I knew Nishil ever since he was seven years old. He actually went to University of Washington (not WSU) and he had graduated with honors. He went to work for Phillips Medical System in Seattle after his graduation. He was a brilliant young man with a friendly nature and always a great smile on his face. His parents are devastated due to his sudden death. They will never recover from tragic sudden loss of their only son.
His boss during the funeral (in Portland on June 11) said that he loved to work on most complex assignments.
Being just a young software engineer, Nishil had surprised his engineering team by solving some of the most complex medical application-related problems in such a short time. Nishil loved hard work and he never bragged about his accomplishments.
His parents at the funeral were surprised when his boss said that Nishil's legacy will be saving the lives of many women around the world when their company introduces its latest device.
My heart goes after Nishil's family for the loss of such a precious life that could have been saved if Whistler had a life guard on duty or had provision for life saving emergency equipment at Lost Lake, or a couple of trained scuba diving people available during the emergency in that big name five- star resort that is going to host the Winter Olympics next year. Even posting a few warning signs all along Lost Lake stating that "Swimming can be Deadly in Frigid Water" would warn many visitors and could save some lives.
Yes, Whistler authorities tried their best, but they lacked the training, staff and equipment for water-related emergencies. It seems that the Whistler authorities are the laid back type, not quite ready for the world class Olympics. I would have expected a helicopter from Vancouver in 10 minutes with a team of scuba divers to rescue or even to pull the body on that same tragic evening.

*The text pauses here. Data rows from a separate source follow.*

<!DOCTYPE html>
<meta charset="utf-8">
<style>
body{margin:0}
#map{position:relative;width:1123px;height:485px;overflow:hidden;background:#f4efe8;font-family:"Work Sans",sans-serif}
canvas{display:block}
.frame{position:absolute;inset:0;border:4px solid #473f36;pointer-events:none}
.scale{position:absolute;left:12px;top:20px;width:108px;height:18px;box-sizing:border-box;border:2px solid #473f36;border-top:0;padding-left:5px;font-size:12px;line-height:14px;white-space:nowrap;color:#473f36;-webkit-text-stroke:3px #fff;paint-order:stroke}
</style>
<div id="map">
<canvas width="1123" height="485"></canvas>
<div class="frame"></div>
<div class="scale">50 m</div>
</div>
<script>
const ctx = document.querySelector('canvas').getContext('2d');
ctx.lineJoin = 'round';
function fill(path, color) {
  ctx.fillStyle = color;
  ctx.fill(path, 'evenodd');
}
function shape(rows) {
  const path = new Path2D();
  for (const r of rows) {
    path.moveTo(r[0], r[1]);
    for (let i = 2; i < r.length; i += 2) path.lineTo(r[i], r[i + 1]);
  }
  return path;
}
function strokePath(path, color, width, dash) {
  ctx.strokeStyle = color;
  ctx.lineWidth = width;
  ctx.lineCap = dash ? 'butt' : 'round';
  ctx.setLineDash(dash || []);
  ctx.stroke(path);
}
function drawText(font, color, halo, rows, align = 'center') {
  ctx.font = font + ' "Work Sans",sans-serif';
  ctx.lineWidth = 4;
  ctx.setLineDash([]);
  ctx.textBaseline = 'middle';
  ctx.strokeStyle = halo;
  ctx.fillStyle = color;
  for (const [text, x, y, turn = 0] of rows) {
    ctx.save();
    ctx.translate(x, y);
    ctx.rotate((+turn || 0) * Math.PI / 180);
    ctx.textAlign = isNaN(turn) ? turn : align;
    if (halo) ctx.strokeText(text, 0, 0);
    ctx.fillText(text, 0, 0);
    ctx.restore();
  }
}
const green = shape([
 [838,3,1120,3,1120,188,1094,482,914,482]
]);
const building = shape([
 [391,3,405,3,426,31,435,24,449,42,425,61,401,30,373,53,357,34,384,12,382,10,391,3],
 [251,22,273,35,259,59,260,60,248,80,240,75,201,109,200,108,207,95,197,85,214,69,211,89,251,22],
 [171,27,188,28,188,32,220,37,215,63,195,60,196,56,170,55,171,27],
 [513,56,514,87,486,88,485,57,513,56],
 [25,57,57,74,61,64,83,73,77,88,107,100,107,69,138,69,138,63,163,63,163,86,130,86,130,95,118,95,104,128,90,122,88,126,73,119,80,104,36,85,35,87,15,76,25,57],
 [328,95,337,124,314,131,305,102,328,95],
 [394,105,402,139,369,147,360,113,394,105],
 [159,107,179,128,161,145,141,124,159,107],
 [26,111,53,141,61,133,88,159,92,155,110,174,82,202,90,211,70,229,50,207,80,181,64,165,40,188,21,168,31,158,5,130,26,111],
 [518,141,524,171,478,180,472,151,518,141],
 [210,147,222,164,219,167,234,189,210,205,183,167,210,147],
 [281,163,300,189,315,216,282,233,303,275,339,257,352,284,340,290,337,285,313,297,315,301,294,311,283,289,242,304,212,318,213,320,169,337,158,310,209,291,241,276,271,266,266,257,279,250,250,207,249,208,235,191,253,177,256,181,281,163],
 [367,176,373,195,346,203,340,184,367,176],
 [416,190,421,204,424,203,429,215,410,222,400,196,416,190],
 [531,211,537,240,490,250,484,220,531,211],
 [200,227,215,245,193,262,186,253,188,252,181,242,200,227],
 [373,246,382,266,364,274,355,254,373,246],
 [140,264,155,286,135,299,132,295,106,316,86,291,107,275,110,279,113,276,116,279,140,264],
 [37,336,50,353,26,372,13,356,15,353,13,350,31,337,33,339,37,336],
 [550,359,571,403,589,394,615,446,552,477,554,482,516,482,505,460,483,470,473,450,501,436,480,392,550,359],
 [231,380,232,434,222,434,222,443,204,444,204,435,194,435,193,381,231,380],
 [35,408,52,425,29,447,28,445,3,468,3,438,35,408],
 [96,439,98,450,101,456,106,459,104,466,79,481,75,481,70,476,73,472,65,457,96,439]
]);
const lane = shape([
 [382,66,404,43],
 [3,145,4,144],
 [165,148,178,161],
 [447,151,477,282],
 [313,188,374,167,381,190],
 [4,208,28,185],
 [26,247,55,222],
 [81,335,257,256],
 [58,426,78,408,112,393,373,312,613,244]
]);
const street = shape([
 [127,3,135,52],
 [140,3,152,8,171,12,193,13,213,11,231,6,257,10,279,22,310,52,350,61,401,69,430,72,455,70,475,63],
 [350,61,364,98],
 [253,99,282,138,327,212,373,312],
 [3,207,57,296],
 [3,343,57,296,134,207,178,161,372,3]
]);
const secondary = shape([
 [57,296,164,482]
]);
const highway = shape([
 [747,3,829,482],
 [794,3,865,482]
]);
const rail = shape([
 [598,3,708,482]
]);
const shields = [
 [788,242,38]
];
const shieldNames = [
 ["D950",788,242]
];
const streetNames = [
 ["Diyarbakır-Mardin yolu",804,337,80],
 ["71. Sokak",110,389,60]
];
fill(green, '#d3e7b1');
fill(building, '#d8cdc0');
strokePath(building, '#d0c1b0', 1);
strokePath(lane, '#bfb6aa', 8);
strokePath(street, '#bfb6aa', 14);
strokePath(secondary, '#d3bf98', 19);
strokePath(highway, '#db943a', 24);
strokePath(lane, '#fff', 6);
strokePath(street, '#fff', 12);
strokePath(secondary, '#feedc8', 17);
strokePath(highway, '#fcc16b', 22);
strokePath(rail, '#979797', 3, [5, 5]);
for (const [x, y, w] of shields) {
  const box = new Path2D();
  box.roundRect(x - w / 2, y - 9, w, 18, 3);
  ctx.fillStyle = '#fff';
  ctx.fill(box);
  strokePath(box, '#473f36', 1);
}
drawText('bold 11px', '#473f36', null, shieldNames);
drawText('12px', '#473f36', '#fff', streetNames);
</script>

This a black dot for Whistler.
Family deserves compensation
Whistler City should be held responsible for not posting warning signs of dangers at the beach and not having trained divers on its staff that could have saved the life of Nishil Ajudia, a 24-year old Seattle, Washington man who drowned at the Lost Lake on Saturday, June 6 in the evening, and who's body was not found until 10 a.m. the next day. Whistler should pay adequate compensation to the parents of this bright young and promising computer science graduate.